Write out the data below in full, please. Keep every character as given.

GIVEN DATA section start

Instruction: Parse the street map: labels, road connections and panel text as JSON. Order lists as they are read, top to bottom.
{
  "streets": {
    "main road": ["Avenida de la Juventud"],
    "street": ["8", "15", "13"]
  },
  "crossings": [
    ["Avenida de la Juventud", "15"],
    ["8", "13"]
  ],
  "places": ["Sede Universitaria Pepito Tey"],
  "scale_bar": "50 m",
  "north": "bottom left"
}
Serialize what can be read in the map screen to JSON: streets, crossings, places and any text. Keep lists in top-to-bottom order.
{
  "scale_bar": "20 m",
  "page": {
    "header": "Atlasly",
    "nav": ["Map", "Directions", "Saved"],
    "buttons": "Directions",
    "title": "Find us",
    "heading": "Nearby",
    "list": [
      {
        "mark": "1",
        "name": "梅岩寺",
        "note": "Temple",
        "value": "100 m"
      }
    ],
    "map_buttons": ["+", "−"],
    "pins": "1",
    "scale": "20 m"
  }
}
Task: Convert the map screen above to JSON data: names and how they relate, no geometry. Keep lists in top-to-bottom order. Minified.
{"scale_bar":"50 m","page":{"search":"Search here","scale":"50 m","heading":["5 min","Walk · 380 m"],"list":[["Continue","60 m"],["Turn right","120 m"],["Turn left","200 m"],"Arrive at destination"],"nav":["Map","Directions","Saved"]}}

GIVEN DATA section end

RESPONSE BELOW:
Instruction: Parse the street map: labels, road connections and panel text as JSON. Order lists as they are read, top to bottom.
{
  "streets": {
    "main road": ["Avenida de la Juventud"],
    "street": ["8", "15", "13"]
  },
  "crossings": [
    ["Avenida de la Juventud", "15"],
    ["8", "13"]
  ],
  "places": ["Sede Universitaria Pepito Tey"],
  "scale_bar": "50 m",
  "north": "bottom left"
}
Serialize what can be read in the map screen to JSON: streets, crossings, places and any text. Keep lists in top-to-bottom order.
{
  "scale_bar": "20 m",
  "page": {
    "header": "Atlasly",
    "nav": ["Map", "Directions", "Saved"],
    "buttons": "Directions",
    "title": "Find us",
    "heading": "Nearby",
    "list": [
      {
        "mark": "1",
        "name": "梅岩寺",
        "note": "Temple",
        "value": "100 m"
      }
    ],
    "map_buttons": ["+", "−"],
    "pins": "1",
    "scale": "20 m"
  }
}
Task: Convert the map screen above to JSON data: names and how they relate, no geometry. Keep lists in top-to-bottom order. Minified.
{"scale_bar":"50 m","page":{"search":"Search here","scale":"50 m","heading":["5 min","Walk · 380 m"],"list":[["Continue","60 m"],["Turn right","120 m"],["Turn left","200 m"],"Arrive at destination"],"nav":["Map","Directions","Saved"]}}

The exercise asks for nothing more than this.